It’s Monday, January 4.
The fourth day of the year.
My 22,381st day on the planet.
The first business day of the new year. Well, unless you’re one of those essential workers who keeps us fed, moving, and/or alive.
I’ve been off from the day job, mostly, for the last two weeks. I had a meeting, and a couple of campfires to put out. I had my last Santa visit on December 23.
So, it’s back to work and I already have a stack of projects to work on.
I’ll be going to the office as soon as I get back from the gym.
And, by going to the office, I mean moving to the other side of the desk.
I had a weak moment this weekend in which I actually missed my downtown office. I’ve been there less than half a dozen times since March.
I quickly realized what was happening, sat down, and drank some water.
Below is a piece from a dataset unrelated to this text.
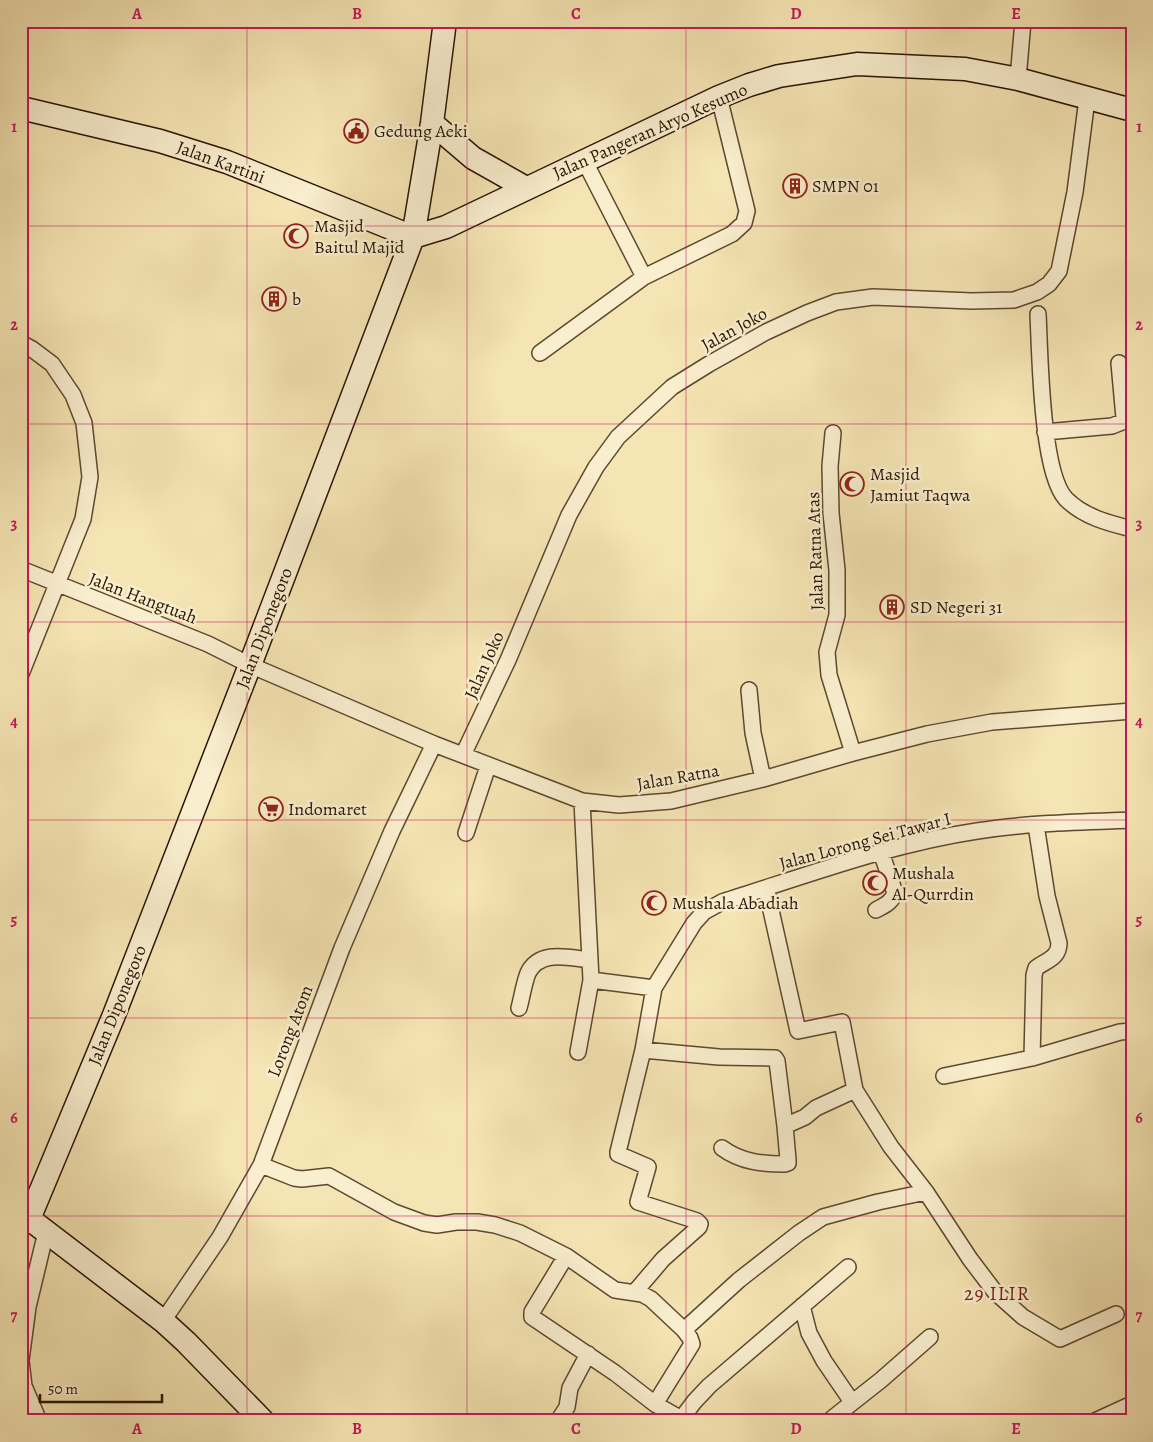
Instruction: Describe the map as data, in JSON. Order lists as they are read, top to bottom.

I was soon over it.
I mean, if you know me, you know that my dream is to retire from the day job so that I can write, do theater, and play Santa Claus. I just can’t do that yet.
As long as Publisher’s Clearinghouse keeps social distancing, retirement is not going to happen any time soon.
I’ve accepted that.
But as much as I want to retire, I don’t want to spend this year not going to the office.
I’m not going to rehash 2020, but this working from home thing is getting pretty old.
Then again, so am I.
Sure, the vaccine is coming. And if the latest report I heard is correct before we can open up the goal is to vaccinate 70% of the people.
This for a virus with a 99% survival rate.
Don’t @ me, Karen.
Yes, the virus is serious. Yes, it is deadly. I know people who have had it, who have recovered, and who have not.
But let’s not fool ourselves by thinking we haven’t been given conflicting information. Or that many of those who have imposed the harshest restrictions have themselves been found in violation.
Our leaders, left and right, have played politics with our health, with our lives.
And we’ve let them.
We’re not out of the woods yet. We’re in a political mess and don’t fool yourself to thinking that a change of
residents on January 20 is going to make it all better. It’s just not.
Thing is, the only thing that’s going to make any of this any better is each of us doing our own part.
No, this is not a mask-wearing sermon. Although you should be doing your part to slow the spread.
It’s a simple acknowledgement that the government is not going to fix this. In fact the government is more likely to make things worse.
So, do what you need to do. Take care of your self, of your family, of your business.
Stay informed. Don’t trust the mainstream media and for heaven’s sake stop hitting “share” on Facebook.
There’s more political drama happening in Washington this week. The vote will be protested, as it should be.
Just because your candidate won or lost doesn’t mean that there wasn’t some hinky stuff going on.
Enough to change the outcome? I don’t know.
The protest on Wednesday will also not change the outcome.
Ironically, I wrote a similar post last year. None of us knew at that point what we’d be facing in 2020. But it’s pretty obvious that not many of us read or took heed to my post.
Still we can each strive to be better. We can turn to a higher power (I’ll even grant you the one of your choice) to ask for help in being better people. Help in being good people.
There’s a lot of talk about the need for kindness and love.
It’s more than posting a meme on Facebook.
In reality there was a lot of not being better people going on last year. I’m not pointing any fingers, and neither should you.
Instead, I’ll think back over how I acted, or reacted during the course of a very, very trying year, and I’ll try to do better.
I know we’re all hoping that 2021 is going to be a better year. But there’s no guarantee.
I’m just going to work in making me better.
I mean, not in making me better, in making you better.
We’ve got 361 days to get it right this time.